Time: 30-40 minutes (depends on the number of terms discussed and whether exercises run concurrently or in rotation).

Skill level of facilitators: Facilitation skills ●●○○○; Familiarity with content and concepts ●●●○○

Resources: Coloured cards (large/smaller cards); marker pens; tables; (optional) timer to end exercise or change groups.

The Activity

Before the event
  • Write concepts on large cards.
  • Write descriptive statements or actions on smaller cards.
Set up and delivery
  • Lay the large cards displaying “weather and climate” on the table. Distribute the smaller statement/action cards among the participants. Each participant should get a few cards. 
  • Ask participants to (5 mins):
    • discuss the statements/actions on the smaller cards with another participant.
    • discuss the question, “To which concept is the statement/action related and why?”
    • place the smaller statement/action cards on the table alongside the concept. 
  • Once participants have placed all the smaller cards alongside concepts, ask the group to look at all the cards. Would anyone move any card? Allow time for discussion. (5 mins)
  • Explain the definition of concepts to participants. Ask again, would anyone move any card? Allow time for discussion. (5 mins)
  • Ask participants for their reflections and learning. (5 mins)
  • Conduct the same exercise for the “adaptation and mitigation” discussion. After differences have been discussed, co-benefits and trade-offs of potential actions can also be discussed. 

The use of the large and smaller cards and participants’ ability to move these around enables discussion and challenge between participants, from p. 4 of the guide.

The facilitator

The facilitator needs to:

  • be familiar with the different concepts, statements and actions.
  • know how and why these relate to one another.
  • keep discussions focused.
  • be aware that adding new terms from participants can broaden the discussion, but it can also be a distraction.
  • be aware that discussing climate variables can be a good conversation starter, but it may also lead to more confusion among participants unless the right expertise is in the room.

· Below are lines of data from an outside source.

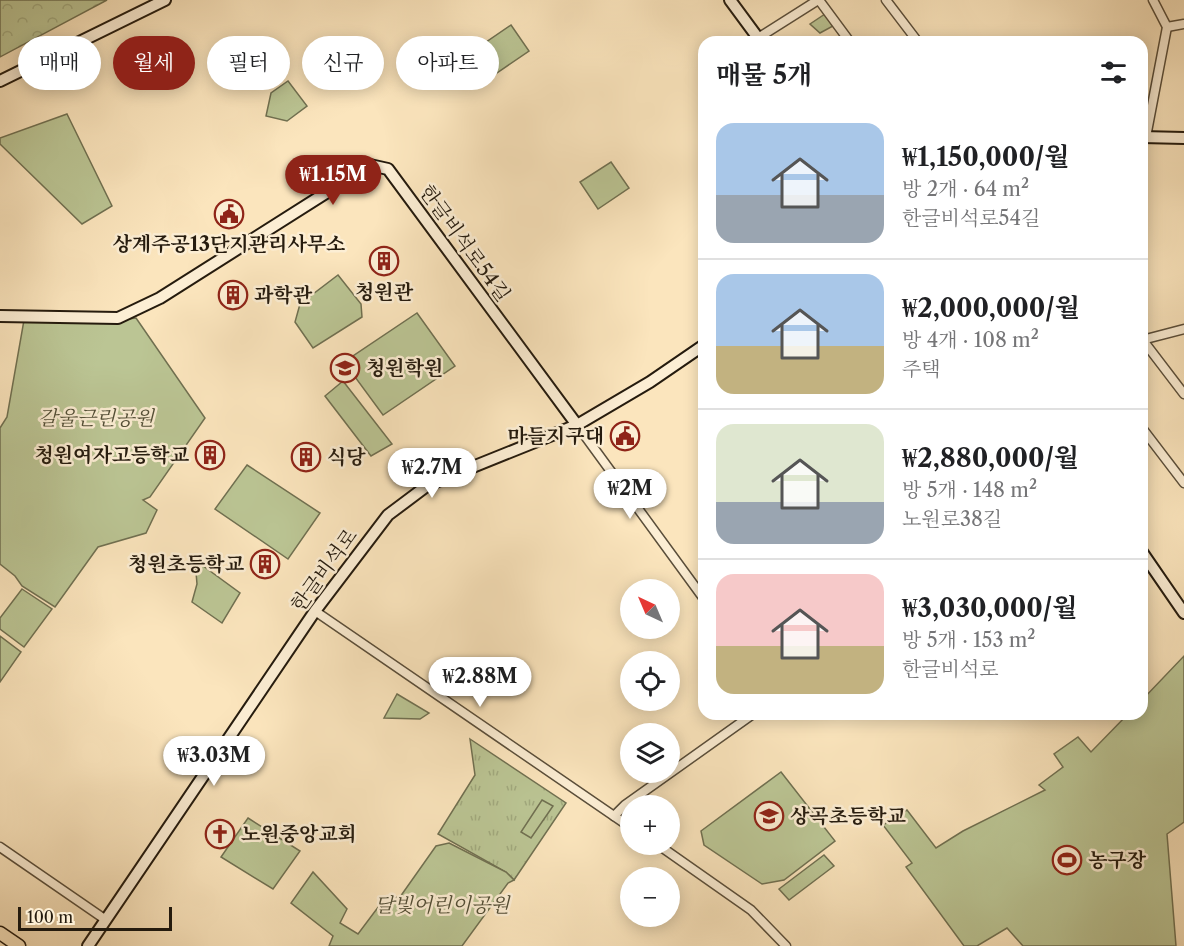 <!DOCTYPE html>
<html lang="ko">
<head>
<meta charset="utf-8">
<style>
	:root { --surface:#fff; --page:#f6f6f6; --text:#202124; --muted:#757577; --line:#e0e0e0; --accent:#8f2418 }
	body { margin:0; font-family:"Libre Caslon Text","Noto Serif KR",serif; background:var(--page); color:var(--text); height:100vh; display:flex; flex-direction:column; font-size:22px; white-space:nowrap }
	* { box-sizing:border-box; margin:0 }
	p { font-size:20px; color:var(--muted) }
	.icon { flex:none; width:33px; height:33px; fill:none; stroke:currentColor; stroke-width:2; stroke-linecap:round; stroke-linejoin:round }
	.map { position:relative; flex:1; overflow:hidden }
	.side { position:absolute; left:698px; top:36px; width:450px; height:684px; display:flex; flex-direction:column; background:var(--surface); border-radius:18px; box-shadow:0 3px 15px #0003 }
	.side>* { flex:none }
	.guide { position:absolute; left:18px; top:36px; width:570px; height:54px; display:flex; gap:12px }
	.needle { width:39px; rotate:316deg }
	.controls { position:absolute; left:620px; top:579px; display:grid; gap:12px }
	.controls a { display:grid; place-items:center; width:60px; height:60px; border-radius:50%; background:var(--surface); box-shadow:0 3px 15px #0003; font-size:30px }
	.scale { position:absolute; left:18px; bottom:15px; width:154px; box-sizing:border-box; padding-left:6px; border:3px solid #251b0e; border-top:0; font-size:16px; line-height:21px; white-space:nowrap; color:#251b0e; -webkit-text-stroke:4px #fceed4; paint-order:stroke }
	.price { position:absolute; translate:-50% -51px; padding:0 14px; border-radius:21px; background:#fff; color:#222; font-size:20px; line-height:39px; filter:drop-shadow(0 2px 3px #0008) }
	.price::after { content:''; position:absolute; left:50%; top:36px; width:18px; height:14px; margin-left:-9px; background:inherit; clip-path:polygon(0 0,100% 0,50% 100%) }
	.price.active { background:var(--accent); color:#fff }
	ul { padding:0; list-style:none }
	li { display:flex; align-items:center; gap:18px; height:150px; padding:0 18px }
	li+li { border-top:2px solid var(--line) }
	li span { display:grid; place-items:center; flex:none; width:168px; height:120px; border-radius:18px; color:#555 }
	li>.icon { margin-inline-start:auto }
	span .icon { width:72px; height:72px; fill:#fffc; stroke-width:1 }
	li b { font-size:26px }
	h2 { display:flex; justify-content:space-between; align-items:center; height:72px; padding:0 18px; font-size:26px }
	.chip { padding:0 21px; border-radius:27px; background:var(--surface); box-shadow:0 3px 15px #0003; font-size:21px; line-height:54px }
	.chip.active { background:var(--accent); color:#fff }
	.map>svg:first-child { display:block }
</style>
</head>
<body>
<div class="map">
<svg width="1184" height="946" viewBox="0 0 1184 946">
	<defs>
		<pattern id="grass-tufts" width="24" height="20" patternUnits="userSpaceOnUse" patternTransform="scale(1.5)"><rect width="24" height="20" fill="#bbc594"/><path d="M3 7l-1-3M5 7V3M7 7l1-3M15 17l-1-3M17 17v-4M19 17l1-3" fill="none" stroke="#a1a97e"/></pattern>
		<pattern id="forest-crowns" width="20" height="18" patternUnits="userSpaceOnUse" patternTransform="scale(1.5)"><rect width="20" height="18" fill="#bbc594"/><path d="M2 6a3 3 0 1 1 6 0M12 15a3 3 0 1 1 6 0" fill="none" stroke="#a1a97e"/></pattern>
	</defs>
	<rect width="100%" height="100%" fill="#fbe5bd"/>
	<filter id="stains"><feTurbulence type="fractalNoise" baseFrequency=".00333" numOctaves="4"/><feColorMatrix values="0 0 0 0 .2 0 0 0 0 .09 0 0 0 0 .02 0 0 0 .5 -.17"/></filter>
	<radialGradient id="worn" r=".72"><stop offset=".6" stop-color="#630" stop-opacity="0"/><stop offset="1" stop-color="#630" stop-opacity=".3"/></radialGradient>
	<path fill="url(#grass-tufts)" stroke="#707051" stroke-width="1.5" d="M470 739 566 803 514 880 506 872 438 834 475 775Z"/>
	<path fill="url(#forest-crowns)" stroke="#707051" stroke-width="1.5" d="M0 0H107L0 57Z"/>
	<g fill="#bbc594" stroke="#707051" stroke-width="1.5">
		<path d="M825 14 833 26 820 33 810 24Z"/>
		<path d="M511 25 529 51 494 75 476 49Z"/>
		<path d="M288 81 307 106 287 121 266 116 271 93Z"/>
		<path d="M67 114 112 206 82 224 0 144V138Z"/>
		<path d="M611 162 629 188 598 209 580 182Z"/>
		<path d="M338 275 361 304 362 317 313 348 295 322 300 304Z"/>
		<path d="M417 313 455 366 383 415 344 362Z"/>
		<path d="M136 318 205 418 150 497 143 500 157 510 146 533 98 547 55 607 22 586 15 576 0 564V428L7 417 24 320 105 322Z"/>
		<path d="M343 381 392 444 371 456 325 396Z"/>
		<path d="M247 465 320 513 288 559 215 509Z"/>
		<path d="M195 560 240 593 222 623 192 602 197 584Z"/>
		<path d="M22 589 52 609 24 647 0 629V618Z"/>
		<path d="M0 636 21 652 0 682Z"/>
		<path d="M1184 656V822L1167 834 1176 946H1023L1007 928 977 946H964L906 867 912 863 883 825 907 810 936 848 963 831 1045 790 1039 785 1063 767 1054 754 1078 737 1091 752 1128 714H1142V700Z"/>
		<path d="M397 694 429 713 420 719 384 718Z"/>
		<path d="M781 772 835 841 784 880 762 884 704 845 701 831Z"/>
		<path d="M542 800 553 806 531 838 521 832Z"/>
		<path d="M248 818 300 851 273 889 221 857Z"/>
		<path d="M449 843 506 872 514 880 508 883 462 946H329L333 936 291 903 313 872 347 909 340 923 358 934 385 898 400 897 436 846Z"/>
		<path d="M824 855 834 866 789 900 779 889Z"/>
	</g>
	<g fill="none" stroke-linecap="round" stroke-linejoin="round">
		<g stroke="#5a4e3a" stroke-width="11">
			<g id="street">
				<path d="M819 0 850 42"/>
				<path d="M886 0 918 42"/>
				<path d="M1167 27 1184 24"/>
				<path d="M758 38 818 0"/>
				<path d="M1146 137 1167 27 1153 0"/>
				<path d="M1142 339 1184 394"/>
				<path d="M1142 340 1184 329"/>
				<path d="M577 425 704 599"/>
				<path d="M1142 428 1184 483"/>
				<path d="M315 611 630 827"/>
				<path d="M614 816 625 805 753 714"/>
				<path d="M657 844 751 910 786 946"/>
				<path d="M0 847 106 920"/>
			</g>
		</g>
		<g stroke="#251b0e" stroke-width="14">
			<g id="secondary">
				<path d="M730 0 761 42"/>
				<path d="M0 81 165 0"/>
				<path d="M1142 137 1184 138"/>
				<path d="M0 316 118 318 160 298 370 165 388 169 577 425"/>
				<path d="M1142 552 1184 613"/>
				<path d="M88 946 315 611 388 515 428 485 577 425 650 382 704 345"/>
			</g>
		</g>
		<g stroke="#251b0e" stroke-width="15">
			<path id="primary" d="M0 933 19 946"/>
		</g>
		<use href="#street" stroke="#fceed4" stroke-width="8"/>
		<use href="#secondary" stroke="#fceed4" stroke-width="10"/>
		<use href="#primary" stroke="#fbe5bd" stroke-width="12"/>
	</g>
	<defs>
		<g id="civic-ring" transform="scale(1.5)"><circle r="9.5" fill="#fceed4" stroke="#8f2418" stroke-width="1.5"/><path d="M-.6-6.5H3V-4.5H.6V-3L4-1V1h2V6H-6V1h2V-1L-.6-3ZM-1.2 2.5V6h2.4V2.5Z" fill="#8f2418"/></g>
		<g id="building-ring" transform="scale(1.5)"><circle r="9.5" fill="#fceed4" stroke="#8f2418" stroke-width="1.5"/><path d="M-4-6H4V6H1V3H-1V6H-4ZM-2.5-4.3h1.7v1.8h-1.7ZM.8-4.3h1.7v1.8H.8ZM-2.5-1h1.7V.8h-1.7ZM.8-1h1.7V.8H.8Z" fill="#8f2418"/></g>
		<g id="school-ring" transform="scale(1.5)"><circle r="9.5" fill="#fceed4" stroke="#8f2418" stroke-width="1.5"/><path d="M0-5L7-2L0 1L-7-2ZM-4 1L0 2.5L4 1V4Q0 6-4 4Z" fill="#8f2418"/></g>
		<g id="church-ring" transform="scale(1.5)"><circle r="9.5" fill="#fceed4" stroke="#8f2418" stroke-width="1.5"/><path d="M-1.2-6h2.4v3.5h3.3v2.4h-3.3V6h-2.4V-.1h-3.3v-2.4h3.3Z" fill="#8f2418"/></g>
		<g id="stadium-ring" transform="scale(1.5)"><circle r="9.5" fill="#fceed4" stroke="#8f2418" stroke-width="1.5"/><path d="M0-5a6.5 5 0 1 0 0 10a6.5 5 0 1 0 0-10ZM-3.5-1.8h7v3.6h-7Z" fill="#8f2418"/></g>
	</defs>
	<g fill-rule="evenodd">
		<use href="#civic-ring" x="229" y="214"/>
		<use href="#building-ring" x="384" y="261"/>
		<use href="#building-ring" x="233" y="295"/>
		<use href="#school-ring" x="345" y="368"/>
		<use href="#civic-ring" x="625" y="436"/>
		<use href="#building-ring" x="210" y="455"/>
		<use href="#building-ring" x="306" y="457"/>
		<use href="#building-ring" x="265" y="564"/>
		<use href="#school-ring" x="769" y="816"/>
		<use href="#church-ring" x="220" y="834"/>
		<use href="#stadium-ring" x="1067" y="860"/>
	</g>
	<g text-anchor="middle" dominant-baseline="central" stroke-width="5" stroke-linejoin="round" paint-order="stroke">
		<g font-size="20" fill="#251b0e" stroke="#fceed4">
			<text transform="translate(465 243) rotate(54)">한글비석로54길</text>
			<text transform="translate(324 570) rotate(-54)">한글비석로</text>
		</g>
		<g font-size="20" font-weight="bold" fill="#251b0e" stroke="#fceed4" text-anchor="start">
			<text x="229" y="244" text-anchor="middle">상계주공13단지관리사무소</text>
			<text x="384" y="292" text-anchor="middle">청원관</text>
			<text x="254" y="295">과학관</text>
			<text x="366" y="368">청원학원</text>
			<text x="604" y="436" text-anchor="end">마들지구대</text>
			<text x="189" y="455" text-anchor="end">청원여자고등학교</text>
			<text x="327" y="457">식당</text>
			<text x="244" y="564" text-anchor="end">청원초등학교</text>
			<text x="790" y="816">상곡초등학교</text>
			<text x="241" y="834">노원중앙교회</text>
			<text x="1088" y="860">농구장</text>
		</g>
		<g font-size="20" font-style="italic" fill="#524e36" stroke="#fceed4">
			<text x="96" y="418">갈울근린공원</text>
			<text x="442" y="905">달빛어린이공원</text>
		</g>
	</g>
	<rect width="100%" height="100%" filter="url(#stains)"/>
	<rect width="100%" height="100%" fill="url(#worn)"/>
</svg>
<div class="controls">
<a><svg class="needle" viewBox="-14 -14 28 28"><path d="M0-13l5 13h-10z" fill="#e53935"/><path d="M0 13l5-13h-10z" fill="#757577"/></svg></a>
<a><svg class="icon" aria-label="locate" viewBox="0 0 24 24"><circle cx="12" cy="12" r="6"/><path d="M12 2v4M12 18v4M2 12h4M18 12h4"/></svg></a>
<a><svg class="icon" aria-label="layers" viewBox="0 0 24 24"><path d="M12 4l9 5-9 5-9-5zM3 14l9 5 9-5"/></svg></a>
<a>+</a>
<a>−</a>
</div>
<div class="scale">100 m</div>
<b class="price active" style="left:333px;top:206px">₩1.15M</b>
<b class="price" style="left:432px;top:499px">₩2.7M</b>
<b class="price" style="left:630px;top:520px">₩2M</b>
<b class="price" style="left:480px;top:708px">₩2.88M</b>
<b class="price" style="left:214px;top:787px">₩3.03M</b>
<div class="guide">
<a class="chip">매매</a>
<a class="chip active">월세</a>
<a class="chip">필터</a>
<a class="chip">신규</a>
<a class="chip">아파트</a>
</div>
<section class="side">
<h2>매물 5개<svg class="icon" aria-label="filters" viewBox="0 0 24 24"><path d="M4 7h16M4 17h16"/><circle cx="9" cy="7" r="2"/><circle cx="15" cy="17" r="2"/></svg></h2>
<ul>
<li><span style="background:linear-gradient(#a9c7e8 60%,#9aa5b1 0)"><svg class="icon" aria-label="home" viewBox="0 0 24 24"><path d="M3 11l9-7 9 7M6 9v11h12V9"/></svg></span><div><b>₩1,150,000/월</b><p>방 2개 · 64 m²</p><p>한글비석로54길</p></div></li>
<li><span style="background:linear-gradient(#a9c7e8 60%,#c2b280 0)"><svg class="icon" aria-label="home" viewBox="0 0 24 24"><path d="M3 11l9-7 9 7M6 9v11h12V9"/></svg></span><div><b>₩2,000,000/월</b><p>방 4개 · 108 m²</p><p>주택</p></div></li>
<li><span style="background:linear-gradient(#dfe7d0 65%,#9aa5b1 0)"><svg class="icon" aria-label="home" viewBox="0 0 24 24"><path d="M3 11l9-7 9 7M6 9v11h12V9"/></svg></span><div><b>₩2,880,000/월</b><p>방 5개 · 148 m²</p><p>노원로38길</p></div></li>
<li><span style="background:linear-gradient(#f6c9c9 60%,#c2b280 0)"><svg class="icon" aria-label="home" viewBox="0 0 24 24"><path d="M3 11l9-7 9 7M6 9v11h12V9"/></svg></span><div><b>₩3,030,000/월</b><p>방 5개 · 153 m²</p><p>한글비석로</p></div></li>
</ul>
</section>
</div>
</body>
</html>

The guide shares tables suggesting discussion points. We recommend tailoring discussions to your national/local/city context.

Pro tips

  1. At the start, ask participants to share any concepts or terms that they find unclear or confusing, or that they do not understand. If relevant integrate these concepts or terms to make the exercise more relevant to participants. When working through the exercise, participants may wish to add new examples. Facilitators should be aware that this can be a distraction to the learning objective.
  2. Bring out the links between the two exercises (“climate and weather”; “adaptation and mitigation”) where possible. Moving from one exercise to another should reinforce participants’ learning. 
  3. Having a climate scientist on hand helps in explaining more about the types of climate information available, and in introducing climate variables (such as temperature, precipitation, humidity, rainfall intensity, and wind speed and direction), which can refer to both weather and climate, depending on the timescale. Including these can expand the discussion.
  4. Feel free to discuss additional concepts or terms, such as resilience, trends, climate projections and climate predictions.

Windhoek city stakeholders considering the statements/actions on their cards, from p.4 of the guide.